__What to produce__
Word for word, and without a single picture, repeat the entries.
[[ Records to use open ]]
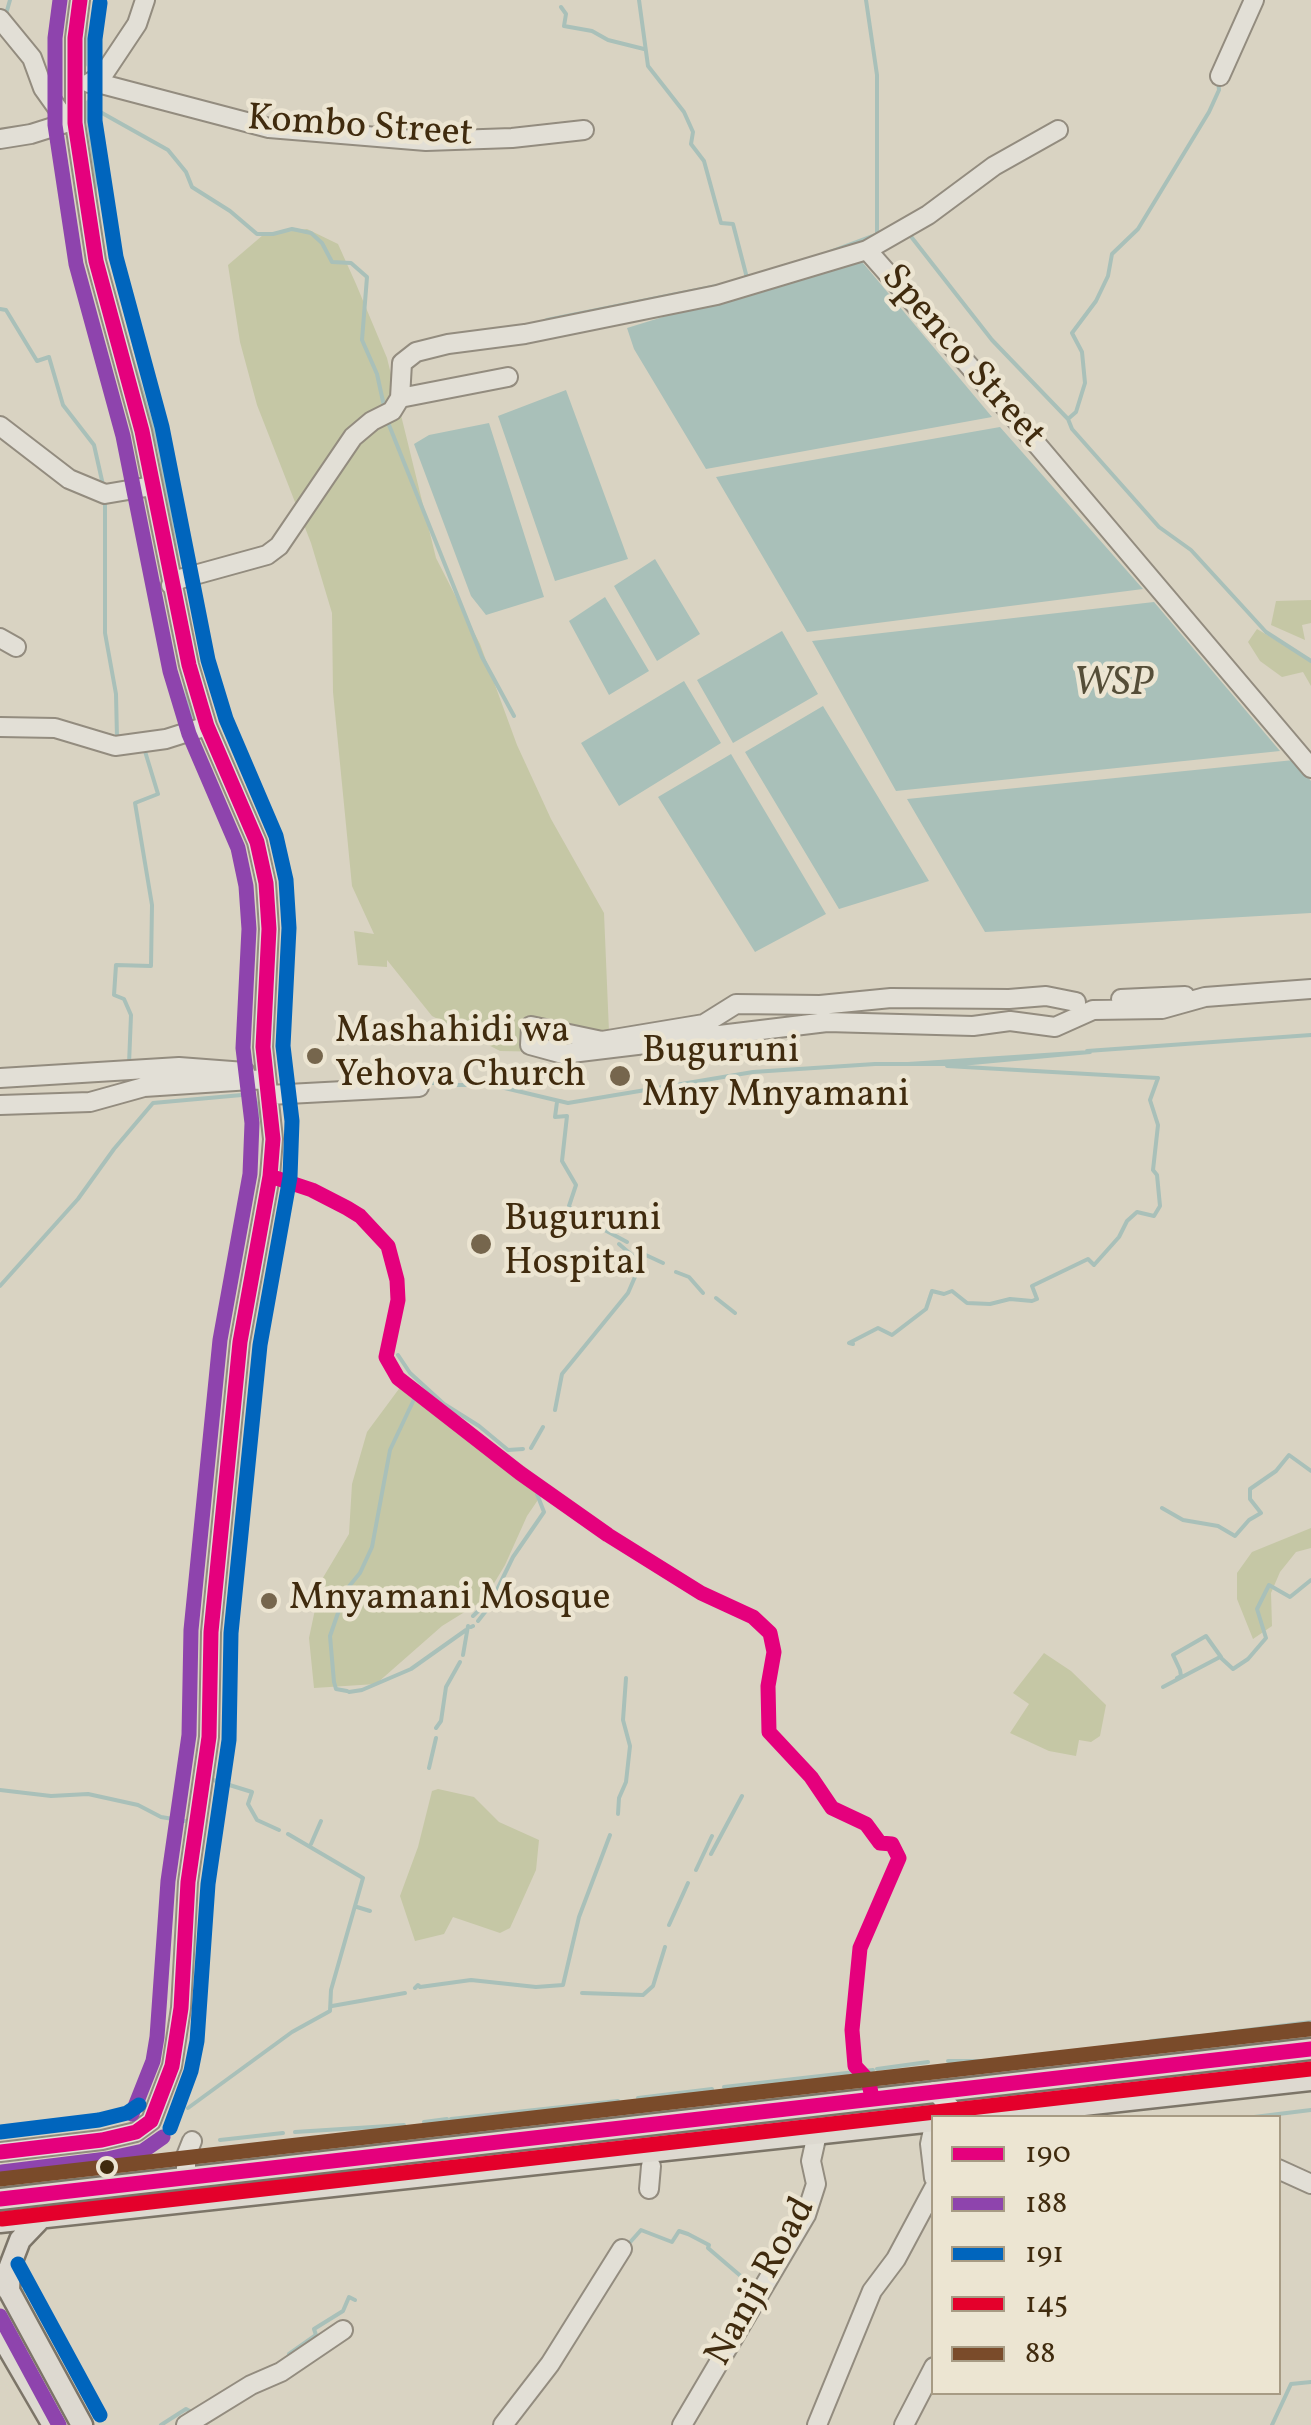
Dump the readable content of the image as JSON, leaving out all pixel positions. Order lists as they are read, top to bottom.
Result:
{
  "streets": {
    "street": ["Kombo Street", "Spenco Street", "Nanji Road"]
  },
  "water": ["WSP"],
  "places": [
    "Mashahidi wa Yehova Church",
    "Buguruni Mny Mnyamani",
    "Buguruni Hospital",
    "Mnyamani Mosque"
  ],
  "lines": [
    "transit line 190",
    "transit line 188",
    "transit line 191",
    "transit line 88",
    "transit line 145"
  ],
  "legend": [
    "190",
    "188",
    "191",
    "145",
    "88"
  ]
}
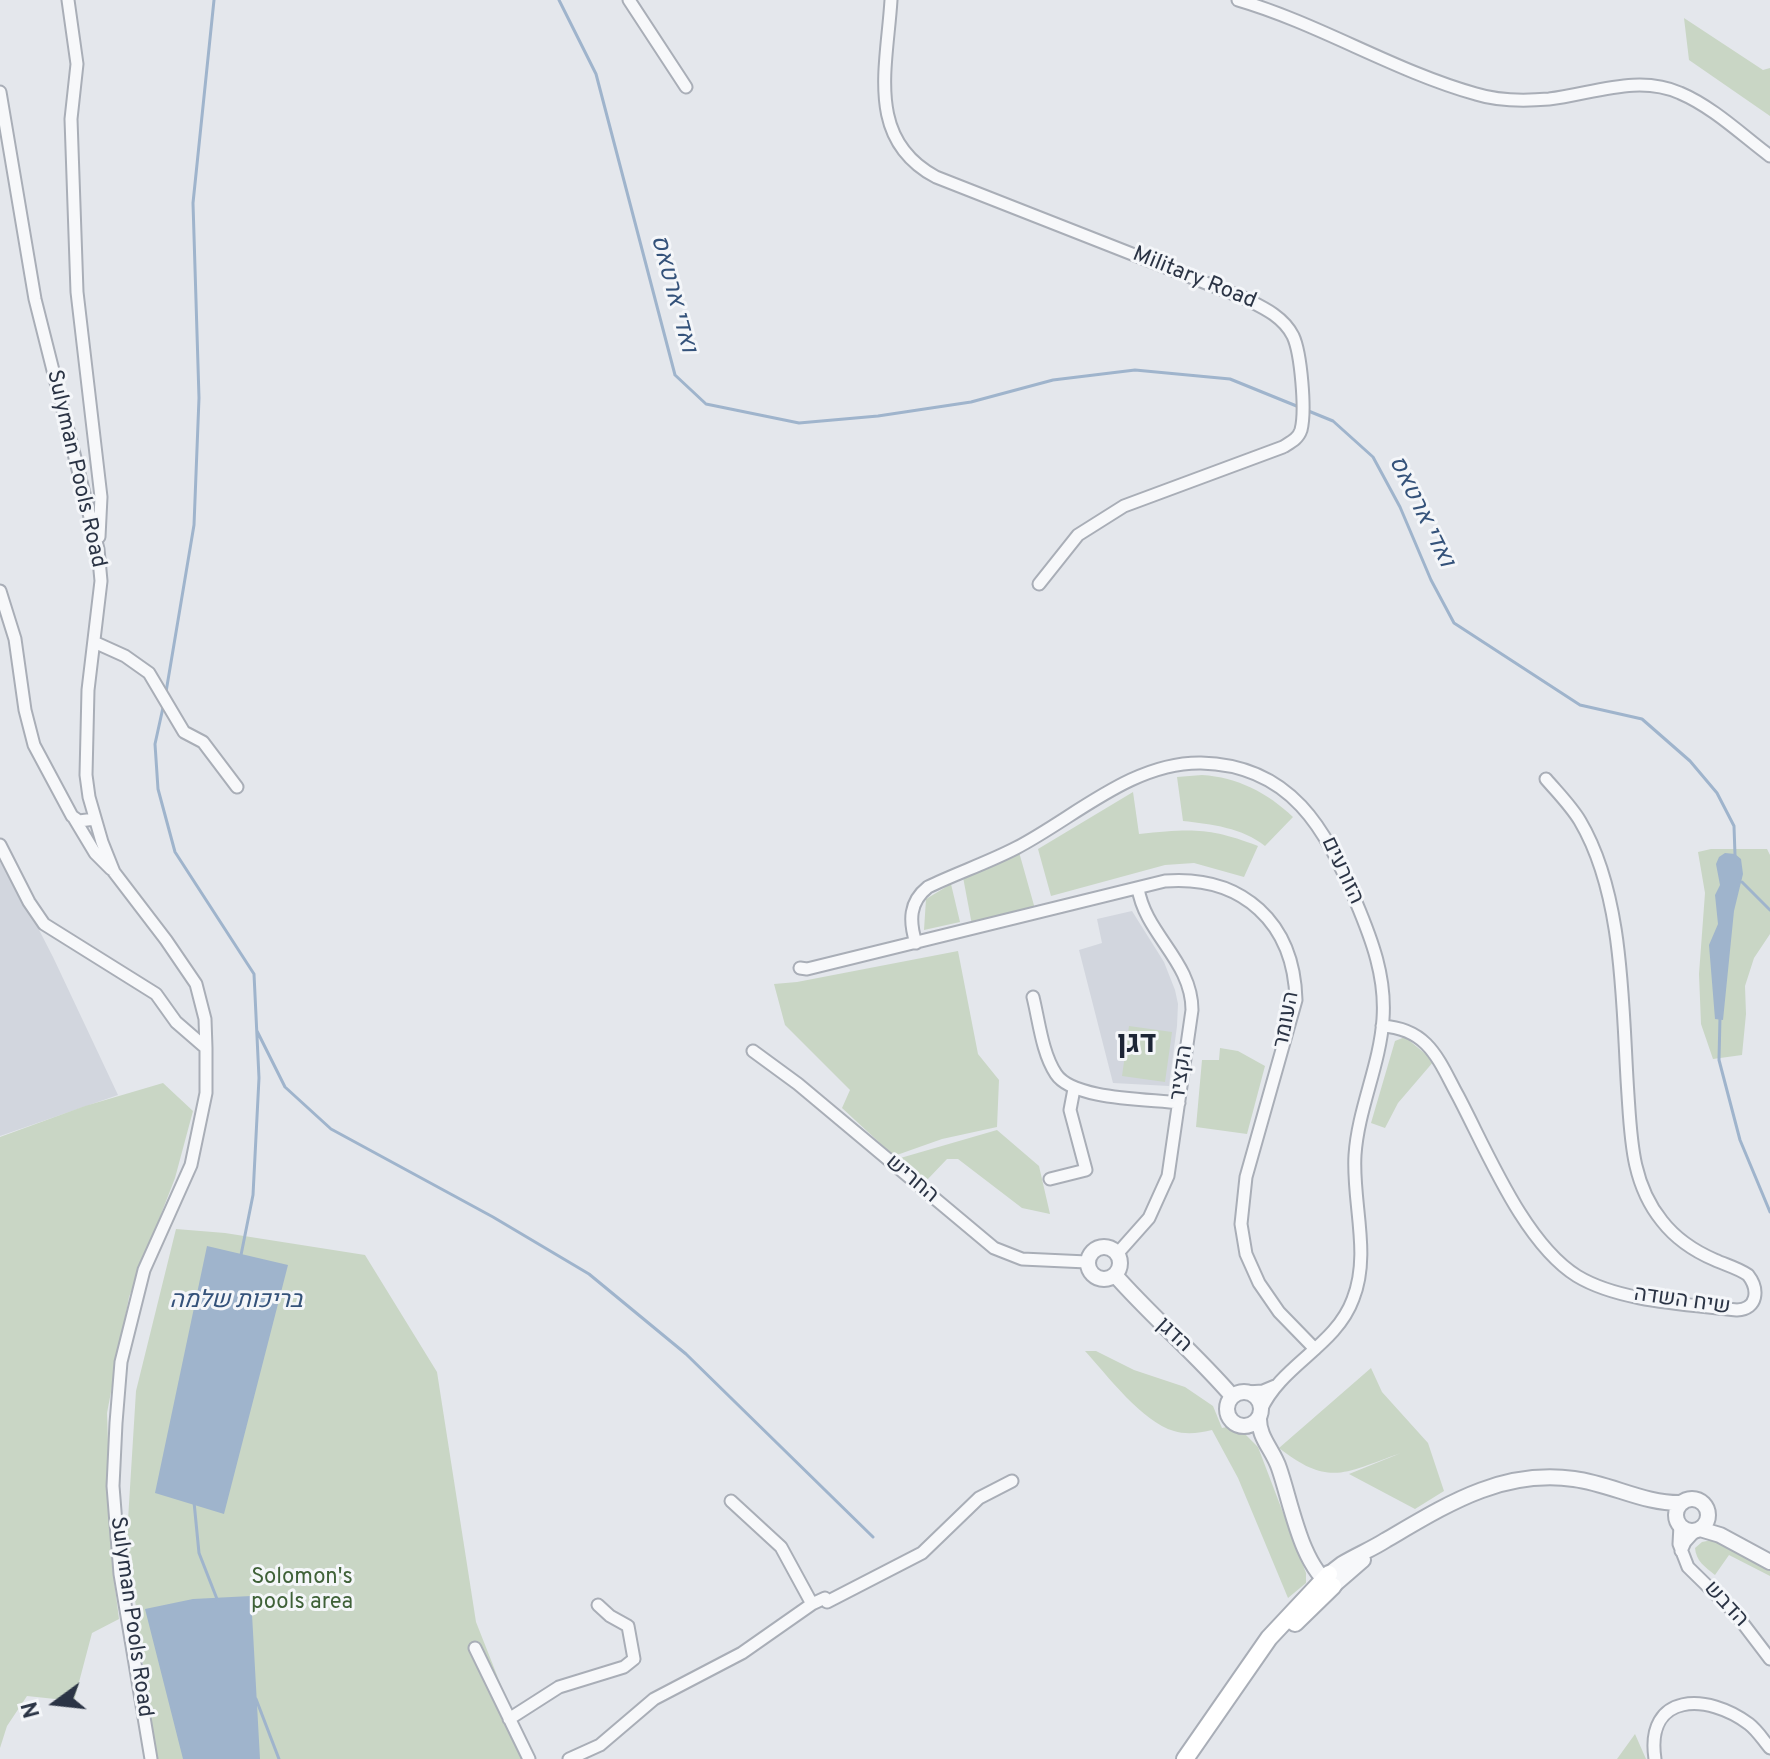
[[ Records to use closed ]]
__Problem solution__
Dump the readable content of the image as JSON, leaving out all pixel positions. Order lists as they are read, top to bottom.
Result:
{
  "streets": {
    "street": ["Kombo Street", "Spenco Street", "Nanji Road"]
  },
  "water": ["WSP"],
  "places": [
    "Mashahidi wa Yehova Church",
    "Buguruni Mny Mnyamani",
    "Buguruni Hospital",
    "Mnyamani Mosque"
  ],
  "lines": [
    "transit line 190",
    "transit line 188",
    "transit line 191",
    "transit line 88",
    "transit line 145"
  ],
  "legend": [
    "190",
    "188",
    "191",
    "145",
    "88"
  ]
}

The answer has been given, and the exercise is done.